Beside regular problem of Big Data analysis there is one more complex subtle task - persisting highly intensive data stream in a real-time. Image a scenario when your application cluster generates 100k business transactions per second, each one should be properly processed and written to data storage for further analysis and business intelligence reporting.
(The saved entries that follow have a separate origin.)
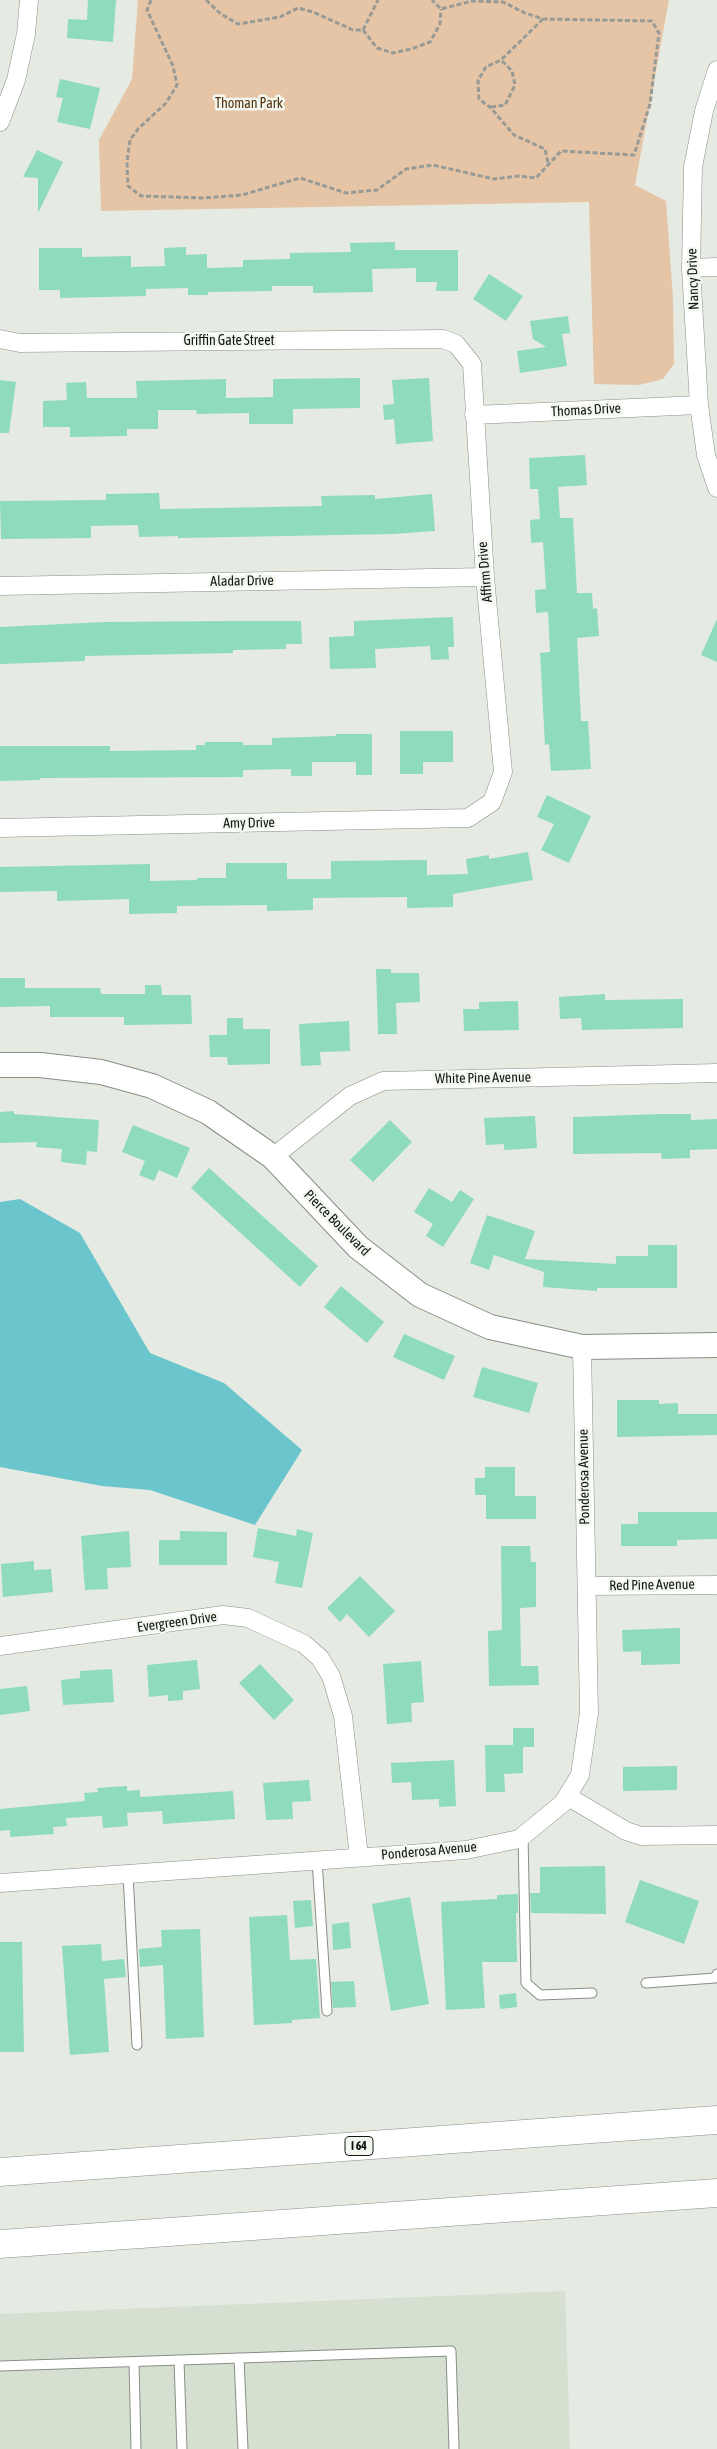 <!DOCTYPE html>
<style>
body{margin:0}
canvas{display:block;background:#e5eae2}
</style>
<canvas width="717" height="2449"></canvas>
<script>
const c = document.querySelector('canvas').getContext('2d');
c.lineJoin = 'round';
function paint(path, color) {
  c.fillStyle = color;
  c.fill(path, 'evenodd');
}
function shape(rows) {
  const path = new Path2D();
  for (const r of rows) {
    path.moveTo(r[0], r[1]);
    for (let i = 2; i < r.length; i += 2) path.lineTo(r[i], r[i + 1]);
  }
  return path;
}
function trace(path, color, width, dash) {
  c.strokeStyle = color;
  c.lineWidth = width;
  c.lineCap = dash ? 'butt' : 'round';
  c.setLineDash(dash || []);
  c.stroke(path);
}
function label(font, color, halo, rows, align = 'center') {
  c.font = font + ' "Asap Condensed",sans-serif';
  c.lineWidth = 5;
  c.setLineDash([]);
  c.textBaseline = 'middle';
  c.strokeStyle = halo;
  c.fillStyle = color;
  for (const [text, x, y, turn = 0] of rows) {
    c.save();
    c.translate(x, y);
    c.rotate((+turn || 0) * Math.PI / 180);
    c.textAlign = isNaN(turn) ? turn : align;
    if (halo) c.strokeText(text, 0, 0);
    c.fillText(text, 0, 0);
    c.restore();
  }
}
const built = shape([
 [565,2291,570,2449,0,2449,0,2314]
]);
const green = shape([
 [138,0,669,0,635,185,666,201,673,300,674,364,663,379,639,385,594,384,589,202,101,211,99,140,132,79]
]);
const water = shape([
 [20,1199,80,1233,150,1353,224,1383,302,1450,255,1525,150,1490,102,1486,0,1467,0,1202]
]);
const building = shape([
 [88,0,116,0,113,42,67,38,68,19,87,20],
 [60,79,100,88,90,129,57,122,63,98,56,97],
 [37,150,63,162,38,213,38,178,23,177],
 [395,242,395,250,458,250,458,291,436,291,437,282,416,282,416,268,372,269,373,292,313,293,313,286,272,286,272,291,208,292,208,295,188,295,188,288,146,289,146,296,60,298,60,290,39,290,39,248,82,248,82,257,131,256,131,267,165,266,164,248,186,247,186,255,207,254,207,268,243,267,243,260,290,259,290,253,351,252,350,243],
 [489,274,523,296,506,321,473,299],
 [568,316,570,333,562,334,567,366,520,373,517,351,546,347,533,339,530,321],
 [360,378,360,408,293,409,293,424,249,424,249,413,197,414,196,410,158,410,158,429,127,429,127,436,70,437,70,427,43,427,43,401,67,400,66,383,86,382,87,398,137,398,136,381,226,379,226,398,273,397,273,379],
 [429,378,433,441,396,444,394,419,384,420,383,405,394,404,392,380],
 [0,380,16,382,9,433,0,433],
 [585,455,587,485,558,487,560,518,573,518,577,593,592,593,593,609,597,608,599,636,577,638,581,721,588,721,591,769,551,771,549,744,545,745,540,653,550,652,548,612,536,613,535,590,546,589,543,542,531,543,530,520,540,519,538,489,530,489,529,458],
 [159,493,160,509,322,506,321,496,375,495,375,499,432,494,435,531,393,534,178,538,178,536,139,537,138,525,91,526,91,538,1,539,0,501,106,500,106,494],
 [453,617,454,647,448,647,449,659,431,660,430,646,375,649,376,668,330,669,329,637,354,636,354,621],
 [717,619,717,662,701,655],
 [232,621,301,621,302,644,286,644,286,649,233,650,233,653,85,656,85,661,0,664,0,627,105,622],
 [400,731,453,731,453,762,423,762,423,774,400,774],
 [336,734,372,734,372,775,356,775,356,762,312,762,312,776,291,776,291,769,243,770,243,777,40,778,40,780,0,781,0,746,110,746,110,751,196,750,196,745,205,745,205,742,243,742,243,745,272,745,272,738,336,736],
 [547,795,591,816,569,863,541,850,554,824,537,817],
 [528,852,533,880,453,894,453,907,407,908,407,897,313,898,313,910,267,911,267,905,177,906,177,913,129,914,129,899,57,901,57,891,0,892,0,867,150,864,150,881,197,880,197,878,226,878,226,863,287,863,287,879,331,879,331,861,427,860,427,875,468,874,466,859,489,855,489,859],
 [376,969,391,969,391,973,419,973,420,1002,396,1003,397,1034,378,1034],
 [0,978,25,978,25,988,100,988,101,994,145,994,145,985,161,985,162,995,191,995,192,1024,124,1025,124,1017,50,1017,50,1006,0,1007],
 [605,994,605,1000,683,999,683,1028,582,1030,581,1018,560,1019,559,997],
 [518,1001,519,1030,464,1031,463,1009,479,1009,479,1002],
 [227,1018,243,1018,243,1029,270,1029,270,1064,228,1065,227,1057,210,1057,209,1035,227,1035],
 [349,1021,350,1051,320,1052,321,1065,301,1066,299,1024],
 [14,1111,14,1114,99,1120,97,1152,87,1151,86,1165,61,1162,62,1149,36,1147,37,1142,0,1143,0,1112],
 [660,1114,691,1114,691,1120,717,1119,717,1149,690,1150,690,1158,662,1159,661,1153,573,1154,573,1117],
 [535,1116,537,1148,504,1150,504,1144,486,1145,484,1118],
 [390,1120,412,1142,373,1182,350,1160],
 [133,1125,190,1148,177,1178,159,1170,154,1181,139,1175,145,1161,122,1152],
 [209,1168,318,1266,300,1287,191,1188],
 [429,1188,452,1202,460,1190,474,1199,443,1247,426,1236,433,1224,414,1212],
 [487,1215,535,1231,525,1259,616,1264,616,1256,648,1256,648,1245,677,1245,677,1288,597,1288,597,1291,543,1287,544,1272,494,1255,489,1270,470,1263],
 [341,1286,384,1322,367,1343,324,1307],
 [404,1334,455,1356,444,1380,393,1357],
 [482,1367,538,1383,529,1413,473,1397],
 [617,1400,659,1400,659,1404,678,1403,678,1414,717,1414,717,1435,617,1437],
 [485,1467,515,1467,515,1496,536,1496,536,1519,486,1519,486,1495,475,1495,475,1478,485,1478],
 [638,1512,717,1512,717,1539,677,1540,677,1546,621,1546,621,1524,638,1524],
 [258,1528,296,1536,297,1529,313,1533,302,1588,275,1583,279,1562,253,1557],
 [129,1531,131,1567,107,1568,108,1589,85,1590,81,1536],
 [180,1531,227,1532,227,1565,159,1565,159,1540,180,1540],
 [501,1546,530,1546,531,1562,536,1562,536,1607,520,1608,521,1666,538,1666,539,1685,489,1686,488,1631,502,1630],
 [34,1561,34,1570,51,1569,53,1592,3,1597,1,1564],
 [360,1576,395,1611,369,1637,347,1614,340,1622,327,1608],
 [680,1628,680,1664,641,1665,641,1651,623,1652,622,1630],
 [197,1660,200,1689,183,1691,183,1700,168,1701,168,1695,149,1697,147,1665],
 [421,1661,424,1702,411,1703,412,1722,387,1724,383,1664],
 [260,1664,294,1700,274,1720,239,1683],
 [112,1669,114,1702,63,1705,61,1680,80,1678,80,1671],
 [27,1686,30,1711,0,1715,0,1689],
 [513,1728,534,1728,534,1747,523,1747,523,1773,504,1774,505,1792,486,1792,485,1745,513,1745],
 [454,1760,456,1806,439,1807,439,1799,412,1800,411,1782,392,1783,391,1763],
 [677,1766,677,1790,623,1791,623,1767],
 [309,1780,311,1801,292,1802,293,1819,266,1820,263,1783],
 [127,1786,127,1791,140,1790,140,1797,233,1791,235,1819,163,1824,162,1811,127,1813,128,1826,103,1828,102,1816,66,1818,67,1826,53,1827,54,1834,10,1837,10,1830,0,1831,0,1809,85,1801,84,1793,98,1792,97,1788],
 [605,1866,606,1914,531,1913,530,1893,540,1893,540,1867],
 [640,1880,699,1901,684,1944,625,1922],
 [518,1894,518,1913,516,1913,517,1962,482,1962,485,2008,446,2010,441,1902,497,1899,497,1895],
 [410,1897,429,2004,391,2011,372,1904],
 [311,1900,313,1926,295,1928,293,1901],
 [287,1915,290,1960,316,1959,320,2018,292,2020,292,2023,254,2025,249,1917],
 [349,1922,351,1948,333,1950,332,1924],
 [200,1929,204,2037,166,2039,163,1965,140,1967,139,1949,162,1947,161,1930],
 [0,1942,22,1942,24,2052,0,2052],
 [101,1944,102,1961,124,1959,126,1977,104,1979,109,2052,70,2055,62,1946],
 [354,1981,356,2007,333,2008,331,1982],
 [516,1993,517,2007,500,2009,499,1995]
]);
const path = shape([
 [151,0,147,10,173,66,177,85,166,103,138,129,130,140,127,162,128,186,141,196,204,198,242,195,300,178,346,193,377,190,406,169,433,165,494,179,519,176,536,178,561,151,634,155,650,104,659,33,652,21,543,19,525,13,503,2,472,1,441,9,432,0],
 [206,0,221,14,238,24,280,17,298,8,313,12,353,30,363,30,378,0],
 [543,19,501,60,486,67,478,80,479,99,490,107,514,135,545,149,548,163],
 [363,30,377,48,393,53,411,49,430,42,440,24,441,9],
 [491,107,505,105,515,85,512,71,501,60]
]);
const lane = shape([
 [523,1835,526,1983,540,1995,592,1993],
 [317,1860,327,2011],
 [128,1874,137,2045],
 [646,1983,715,1978,717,1974],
 [239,2358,243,2449],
 [179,2360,182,2449],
 [134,2362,136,2449],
 [0,2366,451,2351,454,2449]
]);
const street = shape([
 [717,70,704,111,693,167,691,268,699,405,706,455,717,488],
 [0,122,16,80,26,34,29,0],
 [691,268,717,267],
 [0,339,20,343,443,339,456,344,472,364,485,577,503,772,492,802,468,818,0,828],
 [474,415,699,405],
 [0,586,485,577],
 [273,1157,350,1096,383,1081,717,1073],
 [587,1586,717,1585],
 [0,1646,223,1615,248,1618,304,1644,320,1658,331,1676,343,1716,359,1857],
 [567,1796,626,1831,641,1836,717,1835],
 [0,1883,466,1850,519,1839,563,1803,580,1775,589,1713,582,1347]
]);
const secondary = shape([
 [0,1065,40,1065,101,1072,152,1086,208,1112,273,1157,358,1247,420,1295,490,1327,582,1347,717,1345]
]);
const highway = shape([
 [0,2172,717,2120],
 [0,2244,717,2193]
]);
const shields = [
 [359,2146,28]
];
const shieldNames = [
 ["I 64",359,2146]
];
const parkNames = [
 ["Thoman Park",249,104]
];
const streetNames = [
 ["Nancy Drive",693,279,-92],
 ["Griffin Gate Street",229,341],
 ["Thomas Drive",586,410,-3],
 ["Affirm Drive",485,572,-95],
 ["Aladar Drive",242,581,-1],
 ["Amy Drive",249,823,-1],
 ["White Pine Avenue",483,1078,-1],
 ["Pierce Boulevard",337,1223,45],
 ["Ponderosa Avenue",584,1477,-91],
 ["Red Pine Avenue",652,1585,-1],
 ["Evergreen Drive",177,1622,-8],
 ["Ponderosa Avenue",429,1851,-5]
];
paint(built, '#d6e0d1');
paint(green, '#e6c4a6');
paint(water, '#6bc5cc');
paint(building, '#8edbbd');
trace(lane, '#898e86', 11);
trace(street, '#898e86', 19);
trace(secondary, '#898e86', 26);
trace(highway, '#898e86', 29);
trace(path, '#989b95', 3, [5, 2.5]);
trace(lane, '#fff', 9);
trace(street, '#fff', 18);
trace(secondary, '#fff', 24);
trace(highway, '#fff', 28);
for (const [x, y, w] of shields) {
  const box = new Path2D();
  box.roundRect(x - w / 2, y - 9.5, w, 19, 4);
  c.fillStyle = '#f2f8ef';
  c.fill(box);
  trace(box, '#151613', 1);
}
label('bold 12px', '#151613', null, shieldNames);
label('14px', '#55330e', '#f2f8ef', parkNames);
label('14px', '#151613', '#f2f8ef', streetNames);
</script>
Every transaction is also very precise and you can not lose any as it will cause data integrity constraints to be broken.
There are different message broker tools available to address this kind of scenario, like Apache Kafka, Amazon SQS or RabbitMQ. They do their job pretty well, but tend to be more general purpose and as such slightly bloated and time consuming for deployment needs.
In this article I would like to show how you can solve real-time data processing task simply and elegant with Apache Flume.
Flume design
Apache Flume is a distributed, reliable, and high available system for efficiently collecting, aggregating and moving large amounts of log data from many different sources to a centralised data store.
Flume is simple and straightforward as name implies. You can configure it with .properties file and setup complex data flows in a distributed manner. For sake of our task we will configure Flume to get maximum real-time throughput out of it. We set it up to act as message broker between clustered java application and Hadoop HDFS raw data storage.
Every Flume data flow should have at least 3 main components: Source, Channel and Sink.
- Source receives data from external clients
- Channel aggregates data and pass to Sink
- Sink is responsible for writing data to external system.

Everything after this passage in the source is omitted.